▶ [Extracted records]:
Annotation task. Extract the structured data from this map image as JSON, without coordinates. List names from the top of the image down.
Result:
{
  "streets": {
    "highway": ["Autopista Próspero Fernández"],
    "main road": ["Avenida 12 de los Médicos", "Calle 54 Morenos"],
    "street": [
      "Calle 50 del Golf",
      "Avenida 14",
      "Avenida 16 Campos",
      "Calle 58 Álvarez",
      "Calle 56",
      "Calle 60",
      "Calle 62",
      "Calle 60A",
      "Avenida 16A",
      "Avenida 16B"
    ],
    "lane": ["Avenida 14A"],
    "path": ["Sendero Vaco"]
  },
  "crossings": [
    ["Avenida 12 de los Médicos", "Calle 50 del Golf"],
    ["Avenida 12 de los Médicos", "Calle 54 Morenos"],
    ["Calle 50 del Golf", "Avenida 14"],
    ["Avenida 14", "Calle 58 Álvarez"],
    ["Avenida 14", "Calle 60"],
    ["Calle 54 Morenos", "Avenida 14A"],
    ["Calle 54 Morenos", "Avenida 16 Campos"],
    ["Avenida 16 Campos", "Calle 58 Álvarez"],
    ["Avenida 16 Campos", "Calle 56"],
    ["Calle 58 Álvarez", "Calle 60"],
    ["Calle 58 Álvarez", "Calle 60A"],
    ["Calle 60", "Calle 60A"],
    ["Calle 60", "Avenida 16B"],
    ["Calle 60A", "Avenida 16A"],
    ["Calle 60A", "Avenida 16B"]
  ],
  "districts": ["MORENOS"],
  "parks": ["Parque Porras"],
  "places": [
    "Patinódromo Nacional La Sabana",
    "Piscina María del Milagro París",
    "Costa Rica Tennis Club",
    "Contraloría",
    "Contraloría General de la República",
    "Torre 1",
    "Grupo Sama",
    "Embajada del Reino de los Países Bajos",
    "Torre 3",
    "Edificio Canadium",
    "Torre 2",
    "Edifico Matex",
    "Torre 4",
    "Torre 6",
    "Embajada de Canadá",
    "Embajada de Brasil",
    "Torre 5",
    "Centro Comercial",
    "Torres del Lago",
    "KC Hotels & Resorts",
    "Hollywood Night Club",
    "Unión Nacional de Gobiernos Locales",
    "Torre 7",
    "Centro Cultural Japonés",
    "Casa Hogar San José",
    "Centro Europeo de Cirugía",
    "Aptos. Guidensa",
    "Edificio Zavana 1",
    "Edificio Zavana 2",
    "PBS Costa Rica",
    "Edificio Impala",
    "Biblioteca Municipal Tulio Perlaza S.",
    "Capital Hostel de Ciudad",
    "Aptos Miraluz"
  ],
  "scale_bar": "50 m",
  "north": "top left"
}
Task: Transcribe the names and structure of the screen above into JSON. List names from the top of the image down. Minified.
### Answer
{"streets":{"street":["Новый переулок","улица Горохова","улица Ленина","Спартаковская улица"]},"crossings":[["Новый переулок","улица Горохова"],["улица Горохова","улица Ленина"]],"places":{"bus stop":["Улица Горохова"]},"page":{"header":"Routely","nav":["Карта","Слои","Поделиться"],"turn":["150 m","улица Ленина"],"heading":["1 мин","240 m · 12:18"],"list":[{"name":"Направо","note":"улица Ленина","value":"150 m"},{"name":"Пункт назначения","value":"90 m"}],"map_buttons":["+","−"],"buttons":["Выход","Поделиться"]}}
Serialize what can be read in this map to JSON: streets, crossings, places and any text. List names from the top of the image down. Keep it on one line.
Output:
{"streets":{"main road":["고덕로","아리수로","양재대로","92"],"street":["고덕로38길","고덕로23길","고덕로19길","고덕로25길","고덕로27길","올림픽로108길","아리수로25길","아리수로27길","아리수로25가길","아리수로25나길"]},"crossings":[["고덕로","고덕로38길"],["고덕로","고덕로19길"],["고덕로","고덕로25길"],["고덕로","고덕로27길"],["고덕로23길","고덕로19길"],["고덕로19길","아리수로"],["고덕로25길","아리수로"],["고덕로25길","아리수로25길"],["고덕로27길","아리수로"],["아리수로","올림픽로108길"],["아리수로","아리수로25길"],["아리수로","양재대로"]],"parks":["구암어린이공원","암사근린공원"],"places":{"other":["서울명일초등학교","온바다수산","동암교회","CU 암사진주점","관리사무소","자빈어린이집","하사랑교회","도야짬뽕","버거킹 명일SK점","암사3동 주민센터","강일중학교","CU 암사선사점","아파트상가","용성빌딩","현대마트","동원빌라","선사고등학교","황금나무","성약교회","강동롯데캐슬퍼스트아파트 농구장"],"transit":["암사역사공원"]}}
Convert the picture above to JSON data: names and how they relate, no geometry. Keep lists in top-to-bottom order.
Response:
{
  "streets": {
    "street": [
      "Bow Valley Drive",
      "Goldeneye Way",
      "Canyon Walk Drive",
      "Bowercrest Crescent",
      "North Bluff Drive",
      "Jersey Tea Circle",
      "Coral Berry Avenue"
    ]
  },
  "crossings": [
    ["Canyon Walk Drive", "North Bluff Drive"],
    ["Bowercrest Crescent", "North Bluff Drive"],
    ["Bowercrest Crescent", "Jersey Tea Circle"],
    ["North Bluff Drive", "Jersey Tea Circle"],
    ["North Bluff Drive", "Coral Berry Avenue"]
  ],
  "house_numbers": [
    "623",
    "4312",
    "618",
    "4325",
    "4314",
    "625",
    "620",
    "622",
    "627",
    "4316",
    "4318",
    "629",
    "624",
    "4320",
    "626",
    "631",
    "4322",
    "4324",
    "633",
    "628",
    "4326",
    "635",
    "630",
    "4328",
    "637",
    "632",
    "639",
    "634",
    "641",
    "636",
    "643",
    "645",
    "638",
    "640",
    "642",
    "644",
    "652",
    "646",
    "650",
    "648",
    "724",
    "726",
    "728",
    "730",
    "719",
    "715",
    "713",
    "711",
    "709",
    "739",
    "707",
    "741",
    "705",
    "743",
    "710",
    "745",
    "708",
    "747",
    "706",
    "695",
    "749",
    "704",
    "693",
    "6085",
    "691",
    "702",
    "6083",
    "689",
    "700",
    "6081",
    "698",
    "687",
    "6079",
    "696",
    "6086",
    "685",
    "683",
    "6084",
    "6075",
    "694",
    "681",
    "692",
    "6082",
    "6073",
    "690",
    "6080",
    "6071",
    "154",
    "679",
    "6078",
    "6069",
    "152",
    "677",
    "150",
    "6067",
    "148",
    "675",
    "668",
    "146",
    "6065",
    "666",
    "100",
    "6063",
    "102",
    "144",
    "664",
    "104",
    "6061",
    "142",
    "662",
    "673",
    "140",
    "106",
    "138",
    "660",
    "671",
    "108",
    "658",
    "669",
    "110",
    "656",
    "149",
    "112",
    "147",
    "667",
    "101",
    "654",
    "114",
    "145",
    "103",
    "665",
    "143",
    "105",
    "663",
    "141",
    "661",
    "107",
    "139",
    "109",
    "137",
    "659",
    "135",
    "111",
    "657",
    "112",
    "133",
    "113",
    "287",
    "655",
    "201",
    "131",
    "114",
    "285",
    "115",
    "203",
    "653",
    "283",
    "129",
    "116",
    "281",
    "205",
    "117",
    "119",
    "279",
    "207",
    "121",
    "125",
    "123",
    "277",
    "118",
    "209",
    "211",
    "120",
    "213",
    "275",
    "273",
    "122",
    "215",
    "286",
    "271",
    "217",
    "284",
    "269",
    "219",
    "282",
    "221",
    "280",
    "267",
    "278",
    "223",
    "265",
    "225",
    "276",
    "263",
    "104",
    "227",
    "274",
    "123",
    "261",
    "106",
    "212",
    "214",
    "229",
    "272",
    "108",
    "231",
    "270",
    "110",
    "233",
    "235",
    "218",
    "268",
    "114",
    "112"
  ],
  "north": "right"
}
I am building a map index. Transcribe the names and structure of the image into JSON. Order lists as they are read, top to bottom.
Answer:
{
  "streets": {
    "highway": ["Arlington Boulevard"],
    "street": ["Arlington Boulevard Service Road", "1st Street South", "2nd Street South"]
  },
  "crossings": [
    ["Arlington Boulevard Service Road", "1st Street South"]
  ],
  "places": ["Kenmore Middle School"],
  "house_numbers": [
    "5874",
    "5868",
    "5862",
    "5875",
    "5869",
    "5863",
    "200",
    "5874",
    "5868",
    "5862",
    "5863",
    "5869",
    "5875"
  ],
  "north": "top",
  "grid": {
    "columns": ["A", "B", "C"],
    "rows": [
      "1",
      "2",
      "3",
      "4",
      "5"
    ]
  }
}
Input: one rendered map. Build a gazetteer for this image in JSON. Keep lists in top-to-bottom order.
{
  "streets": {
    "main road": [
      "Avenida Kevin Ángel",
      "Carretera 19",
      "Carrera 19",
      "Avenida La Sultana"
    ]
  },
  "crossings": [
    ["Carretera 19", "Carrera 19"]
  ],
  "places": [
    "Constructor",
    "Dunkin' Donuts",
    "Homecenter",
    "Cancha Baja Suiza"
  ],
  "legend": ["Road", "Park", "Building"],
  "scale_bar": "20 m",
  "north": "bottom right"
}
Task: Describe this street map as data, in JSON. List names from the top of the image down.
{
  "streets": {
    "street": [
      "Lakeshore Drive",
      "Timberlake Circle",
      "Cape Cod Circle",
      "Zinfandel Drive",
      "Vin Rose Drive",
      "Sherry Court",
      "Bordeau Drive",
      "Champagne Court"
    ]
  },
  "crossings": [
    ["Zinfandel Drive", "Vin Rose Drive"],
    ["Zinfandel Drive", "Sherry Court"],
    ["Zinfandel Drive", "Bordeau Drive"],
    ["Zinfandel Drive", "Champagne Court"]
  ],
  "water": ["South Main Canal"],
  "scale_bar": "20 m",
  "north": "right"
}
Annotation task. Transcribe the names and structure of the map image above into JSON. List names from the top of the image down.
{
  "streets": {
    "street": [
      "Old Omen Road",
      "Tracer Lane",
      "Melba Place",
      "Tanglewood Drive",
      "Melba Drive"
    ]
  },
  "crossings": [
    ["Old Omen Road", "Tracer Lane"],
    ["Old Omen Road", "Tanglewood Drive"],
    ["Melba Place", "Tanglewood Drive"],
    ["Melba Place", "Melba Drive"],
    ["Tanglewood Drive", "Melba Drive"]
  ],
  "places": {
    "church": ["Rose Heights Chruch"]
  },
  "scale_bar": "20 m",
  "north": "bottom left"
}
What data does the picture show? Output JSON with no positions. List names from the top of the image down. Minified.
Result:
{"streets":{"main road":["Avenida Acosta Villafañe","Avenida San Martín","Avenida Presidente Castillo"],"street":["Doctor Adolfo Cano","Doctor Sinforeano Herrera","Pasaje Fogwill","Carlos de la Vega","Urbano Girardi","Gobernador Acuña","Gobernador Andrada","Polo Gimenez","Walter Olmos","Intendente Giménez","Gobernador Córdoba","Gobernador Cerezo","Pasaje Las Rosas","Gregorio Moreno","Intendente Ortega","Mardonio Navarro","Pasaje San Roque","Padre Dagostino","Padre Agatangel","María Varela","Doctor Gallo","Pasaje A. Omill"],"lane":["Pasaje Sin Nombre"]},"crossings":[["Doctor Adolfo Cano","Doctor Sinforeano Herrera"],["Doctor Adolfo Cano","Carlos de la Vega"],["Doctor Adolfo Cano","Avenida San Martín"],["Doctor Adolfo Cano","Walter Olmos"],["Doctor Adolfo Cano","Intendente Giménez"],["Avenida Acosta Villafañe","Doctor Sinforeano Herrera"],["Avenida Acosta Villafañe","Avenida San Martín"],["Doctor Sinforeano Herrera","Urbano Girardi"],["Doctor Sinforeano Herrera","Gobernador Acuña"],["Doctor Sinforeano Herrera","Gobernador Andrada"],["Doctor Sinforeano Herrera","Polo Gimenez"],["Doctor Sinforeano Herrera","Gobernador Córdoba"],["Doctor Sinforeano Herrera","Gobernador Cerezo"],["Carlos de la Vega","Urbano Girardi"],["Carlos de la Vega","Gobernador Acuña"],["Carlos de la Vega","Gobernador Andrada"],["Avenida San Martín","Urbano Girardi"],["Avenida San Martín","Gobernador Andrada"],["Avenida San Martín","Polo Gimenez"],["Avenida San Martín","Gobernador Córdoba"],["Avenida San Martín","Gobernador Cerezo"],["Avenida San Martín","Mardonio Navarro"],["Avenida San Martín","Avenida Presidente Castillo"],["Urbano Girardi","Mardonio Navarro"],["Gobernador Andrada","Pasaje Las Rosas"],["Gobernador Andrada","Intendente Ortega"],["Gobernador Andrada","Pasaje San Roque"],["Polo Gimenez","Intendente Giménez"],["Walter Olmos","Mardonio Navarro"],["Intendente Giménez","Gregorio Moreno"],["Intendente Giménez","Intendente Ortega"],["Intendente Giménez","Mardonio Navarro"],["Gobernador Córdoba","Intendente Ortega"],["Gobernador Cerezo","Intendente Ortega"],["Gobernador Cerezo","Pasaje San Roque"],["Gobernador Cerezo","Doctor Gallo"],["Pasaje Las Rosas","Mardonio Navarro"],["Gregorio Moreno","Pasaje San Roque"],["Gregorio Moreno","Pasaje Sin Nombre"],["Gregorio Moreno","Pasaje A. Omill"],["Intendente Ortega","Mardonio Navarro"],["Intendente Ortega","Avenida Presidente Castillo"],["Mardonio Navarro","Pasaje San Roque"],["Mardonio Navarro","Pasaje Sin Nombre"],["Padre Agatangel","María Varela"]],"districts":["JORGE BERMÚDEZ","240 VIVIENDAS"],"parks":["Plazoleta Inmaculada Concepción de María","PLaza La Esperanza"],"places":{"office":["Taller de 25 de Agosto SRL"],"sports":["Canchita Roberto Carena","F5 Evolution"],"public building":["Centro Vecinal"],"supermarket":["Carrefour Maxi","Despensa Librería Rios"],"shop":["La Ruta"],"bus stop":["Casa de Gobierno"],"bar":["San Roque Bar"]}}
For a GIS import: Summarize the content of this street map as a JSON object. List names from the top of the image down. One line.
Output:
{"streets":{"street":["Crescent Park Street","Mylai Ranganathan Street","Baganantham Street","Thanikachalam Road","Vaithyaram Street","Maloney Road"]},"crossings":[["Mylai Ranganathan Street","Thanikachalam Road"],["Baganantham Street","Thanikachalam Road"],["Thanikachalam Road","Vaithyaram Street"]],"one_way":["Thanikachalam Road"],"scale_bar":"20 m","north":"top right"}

▶ [Your task]:
When a line of the records above contains the string "Campos", count it once; then give the total and nothing else.

▶ [Reply]:
4